# Homework Help: Rationalizing denominator

1. Feb 9, 2008

### temaire

1. The problem statement, all variables and given/known data
Rationalize the denominator and simplify:

$$\frac{x^2-9}{\sqrt{3-x}}$$

2. Relevant equations
None.

3. The attempt at a solution
The answer to the question is $$-(x+3)\sqrt{3-x}$$, but this is what I'am getting:
Can someone show me where I went wrong?

Last edited by a moderator: May 3, 2017
2. Feb 9, 2008

### rocomath

Well, when you rationalize a problem. You want to get rid of the radical. In order for the radical to go away, you have to manipulate it so that the power is 1.

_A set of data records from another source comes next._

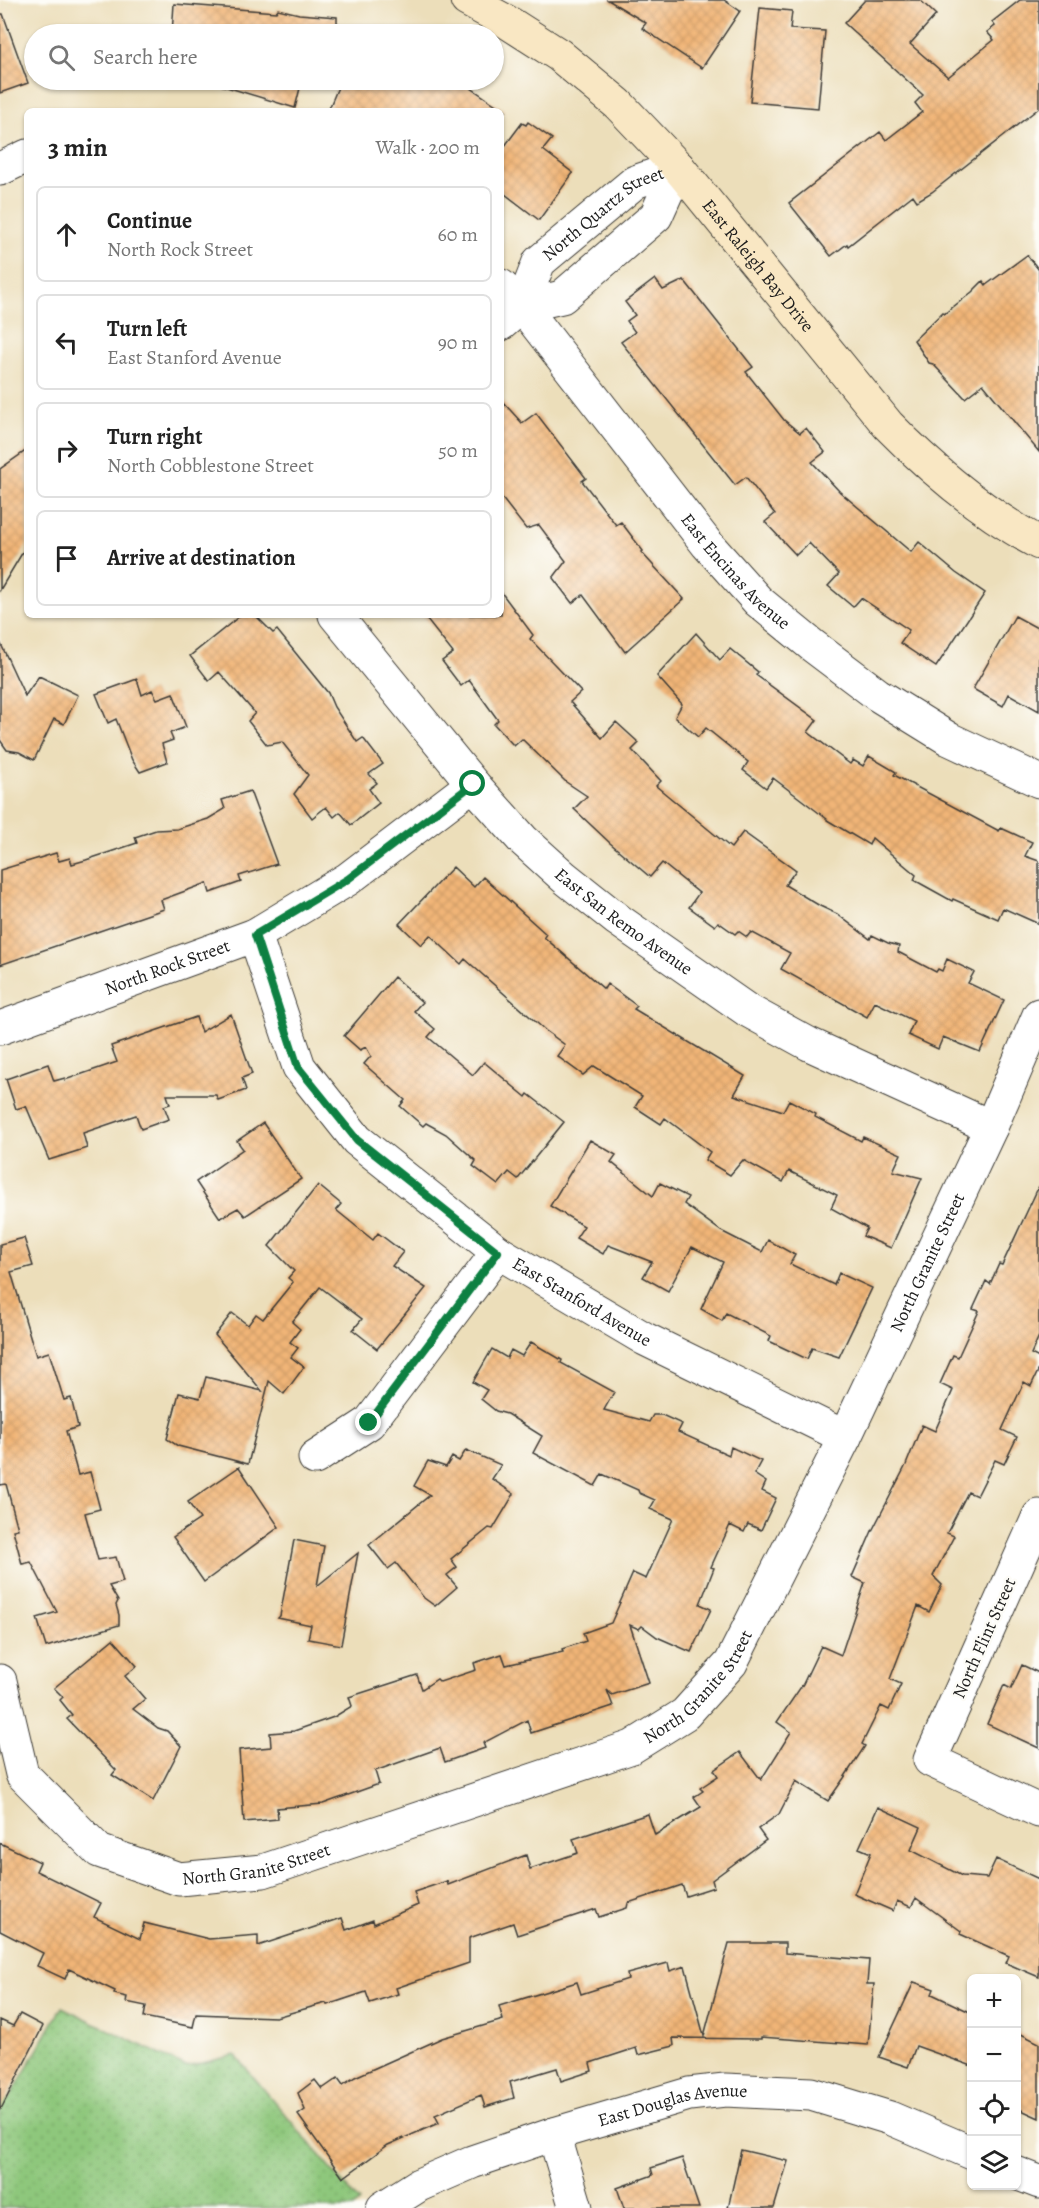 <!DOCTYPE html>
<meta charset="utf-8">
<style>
:root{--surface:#fff;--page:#f2f2f2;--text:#222;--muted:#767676;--line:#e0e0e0}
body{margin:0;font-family:Alegreya,serif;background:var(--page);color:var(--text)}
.controls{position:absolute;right:18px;bottom:18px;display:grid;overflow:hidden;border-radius:9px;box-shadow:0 2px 4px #0004}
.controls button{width:54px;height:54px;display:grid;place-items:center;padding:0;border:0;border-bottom:2px solid var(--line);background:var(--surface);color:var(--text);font:30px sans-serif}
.stop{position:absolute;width:18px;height:18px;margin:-14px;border:4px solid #0b8043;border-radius:50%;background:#fff}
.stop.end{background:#0b8043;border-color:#fff;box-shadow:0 2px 6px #0008}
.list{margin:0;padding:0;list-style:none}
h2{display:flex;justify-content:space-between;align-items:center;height:78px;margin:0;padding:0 24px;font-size:26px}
h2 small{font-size:20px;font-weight:400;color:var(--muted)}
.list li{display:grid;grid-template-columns:39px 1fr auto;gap:18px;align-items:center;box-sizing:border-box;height:96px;margin:0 12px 12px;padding:0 12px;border:2px solid var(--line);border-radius:9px}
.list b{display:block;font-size:22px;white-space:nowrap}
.list p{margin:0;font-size:20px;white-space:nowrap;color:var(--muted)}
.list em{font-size:20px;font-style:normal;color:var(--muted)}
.icon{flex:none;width:33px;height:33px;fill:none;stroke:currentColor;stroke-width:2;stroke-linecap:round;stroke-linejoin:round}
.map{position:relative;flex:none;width:1039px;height:2208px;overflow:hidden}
.search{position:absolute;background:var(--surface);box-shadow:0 2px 4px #0004;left:24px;top:24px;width:480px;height:66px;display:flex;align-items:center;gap:15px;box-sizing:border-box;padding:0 21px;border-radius:33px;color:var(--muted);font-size:22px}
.panel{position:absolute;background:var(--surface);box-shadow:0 2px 4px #0004;left:24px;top:108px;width:480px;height:510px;border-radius:9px}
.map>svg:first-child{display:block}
.park{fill:url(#park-dots);stroke:#55724c;stroke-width:1.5}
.building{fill:url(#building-cross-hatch)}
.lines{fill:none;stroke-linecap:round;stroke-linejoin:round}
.street-casing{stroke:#3b3934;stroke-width:35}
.secondary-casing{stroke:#3b3934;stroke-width:35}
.street{stroke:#fff;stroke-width:33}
.secondary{stroke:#f9e7c3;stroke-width:33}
.route{stroke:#0b8043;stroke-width:8}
.labels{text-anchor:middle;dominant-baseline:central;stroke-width:5;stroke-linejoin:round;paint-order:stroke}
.street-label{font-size:18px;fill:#1c1c1c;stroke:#fdfcf7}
</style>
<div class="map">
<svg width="1039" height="2208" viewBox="0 0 1039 2208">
<defs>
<pattern id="park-dots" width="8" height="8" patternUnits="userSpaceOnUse" patternTransform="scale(1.5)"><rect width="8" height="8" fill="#8ec77b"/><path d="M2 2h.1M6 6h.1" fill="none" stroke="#7aaa6a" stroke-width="1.8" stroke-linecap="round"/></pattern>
<pattern id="building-cross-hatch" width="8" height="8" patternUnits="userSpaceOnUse" patternTransform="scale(1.5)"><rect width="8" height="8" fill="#f1b577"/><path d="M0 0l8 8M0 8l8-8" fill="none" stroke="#ce9b66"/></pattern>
</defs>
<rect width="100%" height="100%" fill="#fdfcf7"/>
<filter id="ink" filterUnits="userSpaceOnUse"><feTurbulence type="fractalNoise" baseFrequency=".0167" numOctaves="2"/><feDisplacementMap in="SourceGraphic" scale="12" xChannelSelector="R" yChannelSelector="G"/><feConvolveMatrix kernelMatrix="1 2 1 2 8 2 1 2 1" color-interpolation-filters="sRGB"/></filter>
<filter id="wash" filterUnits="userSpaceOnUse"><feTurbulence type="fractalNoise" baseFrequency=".008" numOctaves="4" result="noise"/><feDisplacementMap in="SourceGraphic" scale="24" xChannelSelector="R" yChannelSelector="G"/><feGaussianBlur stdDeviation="1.35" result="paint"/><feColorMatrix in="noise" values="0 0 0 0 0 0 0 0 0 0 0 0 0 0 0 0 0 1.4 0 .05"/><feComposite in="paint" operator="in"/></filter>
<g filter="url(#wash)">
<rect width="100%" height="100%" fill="#ecdeba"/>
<path class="park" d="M62,2007L186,2067L235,2055L359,2202L353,2208H0V2102L9,2099Z"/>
<g id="blocks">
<path class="building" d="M608,0H724L740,11L702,68L642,28L646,23Z
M865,0H920L936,15L910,44L948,77L994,40L987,32L995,26L992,22L1020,0H1039V108L932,192L917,201L913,195L848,246L847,244L831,256L789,203L880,132L886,140L922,112L915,103L923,95L844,23Z
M174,4L276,12L278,9L299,14L337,17V23L347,26L346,34H172Z
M760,8L792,11L790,29L825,31L818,108L750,102Z
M0,14H3L28,83L0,93Z
M221,80H302L295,108L220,85Z
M341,80H459L505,111H328Z
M528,122L552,139L543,150L573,173L539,220L501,191V151L522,123L526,125Z
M1027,255L1039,270V452L983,384L965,398L933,364L929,363L914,340L943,312L944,314L972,292L983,281L986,285Z
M655,279L663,290L684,280L753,367L746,372L784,420L800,433L806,428L825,452L812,462L840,492L911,552L919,542L956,573L985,593L936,667L900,643L909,630L861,598L853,607L828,586L839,574L809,543L796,555L765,522L775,514L746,477L735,485L621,342L635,332L627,321L635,315L625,302Z
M501,400L522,423L536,413L586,478L582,481L616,525L621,522L643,551L641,552L684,599L625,652L583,595L572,603L553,578L566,561L539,525L526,529L501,497Z
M27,450V545L0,590V469Z
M501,592L533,635L530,639L581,692L570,702L602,738L616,722L639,743L632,750L661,781L656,786L731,848L743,832L796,870L785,885L820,906L837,914L870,939L872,935L888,943L899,946L898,952L936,972L938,969L942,971L947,959L974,972L968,983L1004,1000L980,1052L943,1037L938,1049L908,1035L914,1021L875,1002L867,1017L781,969L790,953L751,932L747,937L738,931L735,934L718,922L715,926L689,907L699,893L662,863L650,877L610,843L574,809L587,796L566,782L522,739L514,746L494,724L498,720L469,680L461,686L442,661L453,653L423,615H501Z
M241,615H255L273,633L277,630L328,693L334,707L357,742L363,738L383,764L369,774L377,783L369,789L379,803L351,825L340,812L334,817L326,807L312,818L294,794L308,775L282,742L267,745L248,721L255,713L219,672L209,681L190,656Z
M1015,616L1039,629V711L1009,694L1003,706L973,689Z
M696,633L720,660L730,649L758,672L756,675L817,720L808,732L850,764L853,760L863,766L869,756L896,772L894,775L999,831L1001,828L1032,842L1025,856L1039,861V924L1003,908L998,919L953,899L952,901L925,886L914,880L916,875L872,838L869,845L827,820V819L773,778L766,788L743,770L748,762L706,728L698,737L675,717L682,704L657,676Z
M0,642L25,696L39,676L78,695L64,724L54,719L34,760L19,752L7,750L0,740Z
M137,679L142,695L152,690L157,699L173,693L186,727L170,733L173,740L162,744L167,762L140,772L132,760L116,719L108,723L96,694Z
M250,791L277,864L239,876L241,882L210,893L207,883L161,900L164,909L0,965V870L56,853L59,861L70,858L72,864L86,860L137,843L135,837L156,830L177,829L208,819L225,809L222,800Z
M453,867L474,887L483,877L546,934L544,937L604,989L607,984L637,1006L634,1009L745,1076L734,1095L783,1111L789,1100L816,1114L815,1117L861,1141L863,1137L901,1154L893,1171L922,1178L891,1248L863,1236L867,1228L831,1208L837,1195L789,1171L783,1182L743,1160L730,1175L705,1160L710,1152L665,1118L661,1124L635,1107L642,1096L594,1066L583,1075L557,1056L565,1045L546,1031L465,959L461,964L430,935L421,945L399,924Z
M394,977L422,1002L414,1011L435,1029L428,1037L473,1075L484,1062L526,1097L528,1094L564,1122L518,1179L509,1172L498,1185L473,1166L476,1161L446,1134L426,1123L423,1126L400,1106L405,1100L364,1064L371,1056L366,1047L360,1050L344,1036Z
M231,1014L252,1074L242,1078L246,1090L218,1100L216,1095H167L170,1104L164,1106L169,1119L141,1129L136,1115L83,1133L87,1148L49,1160L26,1106L16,1109L6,1079L48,1064L54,1081L65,1078V1080L117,1062L111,1046L196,1017L201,1032Z
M263,1123L301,1179L245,1216L238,1208L220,1218L196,1182L243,1149L237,1141Z
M590,1140L616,1155L611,1162L653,1196L660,1183L688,1197L684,1204L721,1231L762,1252L768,1240L795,1255L790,1264L834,1285L839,1273L872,1288L839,1357L812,1348L807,1359L769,1341L771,1336L726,1313L722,1321L701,1309L723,1262L692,1247L668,1291L643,1277L652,1262L608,1245L603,1254L576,1238L584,1226L550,1206Z
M318,1185L341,1204L336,1210L373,1240L378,1233L403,1252L392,1266L426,1288L377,1349L353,1330L362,1319L320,1287L292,1322L300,1329L290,1342L298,1348L291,1357L304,1367L284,1394L269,1381L248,1464L178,1446L167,1439L179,1393L200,1398L206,1377L262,1391L215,1335L232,1313L248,1325L256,1314L263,1319L293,1282L288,1278L294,1271L269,1246Z
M1039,1186V1336L1031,1354L1039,1358V1369L1031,1386L1024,1382L1002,1430L1017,1437L1004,1464L995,1460L977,1496L968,1492L947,1533L954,1536L933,1576L942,1585L929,1612L918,1606L890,1679L901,1684L889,1710L881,1706L862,1744L865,1746L844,1778L828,1801L796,1781L779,1814L758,1829L766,1840L712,1880L714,1887L686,1896L682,1885L628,1903L627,1908L599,1917L596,1909L517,1935L513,1923L469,1938V1963L396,1988L398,1994L370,2003L366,1992L327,2005L326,2003L276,2017L196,2014L193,2027L144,2017L146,2006L126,2002L127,1997L114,1994L115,1991L69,1969L65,1979L37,1966L43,1953L0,1931V1843L40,1862L36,1871L101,1903L94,1917L140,1939L144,1923L209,1939L258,1935V1946L342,1918L346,1930L373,1920L374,1924L418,1905L414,1892L447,1881L448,1885L526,1855L530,1869L578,1853L573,1839L648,1814L655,1835L701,1807L694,1797L703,1791L700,1788L718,1776L714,1770L740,1752L761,1780L791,1732L777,1722L803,1684L821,1646L841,1655L865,1583L852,1577L872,1531L906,1465L922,1425L935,1431L953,1390L940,1384L953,1355L958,1357L979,1311L973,1309L986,1281L990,1284L999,1264L1002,1265Z
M24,1238L33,1266L11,1272L36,1356L49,1352L64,1400L71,1398L78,1427L66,1431L78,1475L90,1472L100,1509L85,1513L98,1560L116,1557L123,1582L109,1586L118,1601L116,1605L119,1615V1625L46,1647L37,1618L57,1612L31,1562L22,1564L13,1530L18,1529L6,1484L0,1485V1244Z
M531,1342L562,1360L561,1363L614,1392L604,1410L649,1422L653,1415H662L682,1424L678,1432L729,1455L731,1447L761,1461L754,1474L766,1482L762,1491L776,1498L761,1530L748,1524L744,1532L730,1525L711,1567L714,1568L700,1604L711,1609L691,1652L657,1637L642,1626L639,1629L630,1625L649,1683L612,1695L607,1690L613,1706L531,1733L527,1720L483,1743L485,1748L445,1762L440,1748L375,1771L379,1784L323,1804L277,1808L278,1819L244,1822L239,1750L271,1747L270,1733L294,1731L334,1717L352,1706L349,1697L417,1675L422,1689L437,1679L440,1682L476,1670L474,1663L502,1654L506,1665L563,1652L562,1649L586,1641L583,1633L611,1623L633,1573L646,1579L673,1519L650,1509L655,1500L639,1493L638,1490L602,1474L595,1486L533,1453L542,1436L507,1414L496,1411L481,1399L487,1390L473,1382L492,1349L507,1358L511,1350L522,1356Z
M466,1450L501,1465L492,1479L514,1494L493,1529L489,1528L451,1559L457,1567L447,1575L457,1587L435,1606L424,1598L396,1563L388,1569L369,1545L430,1495L414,1486L428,1461L446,1467L452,1457L459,1461Z
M239,1467L279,1527L204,1582L173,1537L200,1519L188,1502Z
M294,1540L324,1546L317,1586L358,1553L341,1645L308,1639L311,1625L278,1618L280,1616Z
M113,1639L137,1666L125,1676L145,1699L133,1709L158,1728L167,1731L181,1746L153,1801L112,1775L116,1770L67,1719L72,1715L60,1700L63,1697L54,1688Z
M1022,1665L1039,1673V1748L987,1724L1004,1685L1011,1689Z
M878,1807L921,1827L911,1850L962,1876L987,1878L996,1859L1039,1879V1977L1006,1963L1009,1956L960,1934L961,1931L916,1898L911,1907L897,1901L893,1911L854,1894L871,1853L859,1848Z
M729,1943H785V1953L869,1960L867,1984H874L868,2045L761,2037V2039L673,2038L674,2046L638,2055L636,2048L590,2063L592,2071L561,2081L557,2068L510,2082L514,2098L485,2107L481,2095L435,2115L439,2123L388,2145L343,2178L298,2115L305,2110L298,2093L315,2080L322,2089L338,2078L343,2085L355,2077L442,2038L503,2020L499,2006L577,1982L581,1994L628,1979L627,1974L668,1963L670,1971L685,1966L704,2036Z
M914,1982L934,1989L932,1994L972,2013V2066L916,2046L908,2067L879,2057Z
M20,2014L43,2026L0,2111V2020L13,2026Z
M1017,2032L1039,2043V2118L1017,2108Z
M741,2150L788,2161L774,2208H728Z
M682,2158L699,2208H624L617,2188L653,2175L651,2168Z"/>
</g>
</g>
<g filter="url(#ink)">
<use href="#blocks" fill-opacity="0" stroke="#3b3934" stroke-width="1.5"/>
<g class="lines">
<g class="street-casing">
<g id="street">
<path d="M0,169L27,156"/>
<path id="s1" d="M501,286L522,306L707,544L758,601L813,646L878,695L949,739L1039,781"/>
<path d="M522,306L562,297L656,216L678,167"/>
<path id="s2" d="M501,324L522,306L539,262L635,182L678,167"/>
<path id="s3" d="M335,615L473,784L523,840L564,877L618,920L747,1010L809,1044L991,1127"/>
<path id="s4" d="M255,935L299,1067L357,1140L498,1252L645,1339L845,1437"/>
<path id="s5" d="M0,1028L255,935L348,879L473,784"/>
<path d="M315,1458L369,1423L498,1252"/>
<path d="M1039,1516L930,1760L1039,1811"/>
<path id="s6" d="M0,1681L22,1774L99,1851L179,1879L263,1871L632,1747L685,1714L731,1663L845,1437L991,1127L1039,1015"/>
<path d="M554,2134L576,2208"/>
<path d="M1016,2173L1039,2182"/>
<path id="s7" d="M383,2208L419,2185L472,2162L554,2134L689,2094L725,2090L811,2094L890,2118L972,2153"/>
</g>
</g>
<g class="secondary-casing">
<g id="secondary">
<path id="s8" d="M467,0L509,23L559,55L618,104L678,167L888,425C933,471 982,512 1039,543"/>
</g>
</g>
<use href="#street" class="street"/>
<use href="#secondary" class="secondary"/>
</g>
</g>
<g class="lines" filter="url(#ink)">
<path class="route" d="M369,1423L498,1252L357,1140L298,1067L255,935L348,879L473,784"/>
</g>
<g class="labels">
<g class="street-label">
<text stroke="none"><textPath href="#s2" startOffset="156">North Quartz Street</textPath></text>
<text stroke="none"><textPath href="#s8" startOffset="398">East Raleigh Bay Drive</textPath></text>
<text stroke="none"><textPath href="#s1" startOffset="370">East Encinas Avenue</textPath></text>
<text stroke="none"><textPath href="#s3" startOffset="423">East San Remo Avenue</textPath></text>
<text stroke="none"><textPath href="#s5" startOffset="178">North Rock Street</textPath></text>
<text stroke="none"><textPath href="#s6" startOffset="1340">North Granite Street</textPath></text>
<text stroke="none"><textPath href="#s4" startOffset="510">East Stanford Avenue</textPath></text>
<text transform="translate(984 1638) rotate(-66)">North Flint Street</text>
<text stroke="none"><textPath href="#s6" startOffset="854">North Granite Street</textPath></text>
<text stroke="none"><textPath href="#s6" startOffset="368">North Granite Street</textPath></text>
<text stroke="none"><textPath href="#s7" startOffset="310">East Douglas Avenue</textPath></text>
</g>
</g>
</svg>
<div class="controls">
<button>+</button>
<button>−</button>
<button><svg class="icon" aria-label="locate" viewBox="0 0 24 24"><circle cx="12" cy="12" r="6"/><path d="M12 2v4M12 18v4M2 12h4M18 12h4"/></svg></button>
<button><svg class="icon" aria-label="layers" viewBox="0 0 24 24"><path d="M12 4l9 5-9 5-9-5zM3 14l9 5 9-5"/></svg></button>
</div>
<div class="stop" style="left:473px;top:784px"></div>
<div class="stop end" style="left:369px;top:1423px"></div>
<div class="search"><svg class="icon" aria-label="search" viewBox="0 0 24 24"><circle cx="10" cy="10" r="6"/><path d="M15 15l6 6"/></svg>Search here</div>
<section class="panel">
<h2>3 min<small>Walk · 200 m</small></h2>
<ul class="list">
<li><svg class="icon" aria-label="ahead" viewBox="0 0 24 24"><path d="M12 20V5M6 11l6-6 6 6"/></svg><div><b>Continue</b><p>North Rock Street</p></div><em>60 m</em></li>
<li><svg class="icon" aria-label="left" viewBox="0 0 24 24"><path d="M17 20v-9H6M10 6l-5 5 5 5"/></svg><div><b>Turn left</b><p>East Stanford Avenue</p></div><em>90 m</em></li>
<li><svg class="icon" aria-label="right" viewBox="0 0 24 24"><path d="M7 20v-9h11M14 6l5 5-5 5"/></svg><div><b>Turn right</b><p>North Cobblestone Street</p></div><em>50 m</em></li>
<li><svg class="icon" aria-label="arrive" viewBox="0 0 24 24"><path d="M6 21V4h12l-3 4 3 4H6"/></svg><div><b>Arrive at destination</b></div></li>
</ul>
</section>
</div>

You multiplied the both numerator and denominator by $$\sqrt{3+x}$$ when you should have multiplied both by $$\sqrt{3-x}$$

3. Feb 9, 2008

### temaire

But I thought that when you rationalize, you're supposed to multiply the numerator and denominator by the conjugate.

4. Feb 9, 2008

### Gib Z

Since we have a square root, it's like a grouping symbol, we have to take the entire piece as one single thing. So we we let $\sqrt{3+x} = a$, then theres really only one thing in the denominator. We only multiply by the conjugate when the identity $p^2-q^2 = (p+q)(p-q)$ is useful to us, in this case not. This time it was easier just to get rid of the square root.

Or another way to think of it, you have a+0 in the denominator, you have to multiply by its conjugate, a-0 = a.

5. Feb 10, 2008

### HallsofIvy

Yes, and what is the conjugate here? The conjugate of $a+ b\sqrt{c}$ is $a- b\sqrt{c}$. What are a, b, and c here?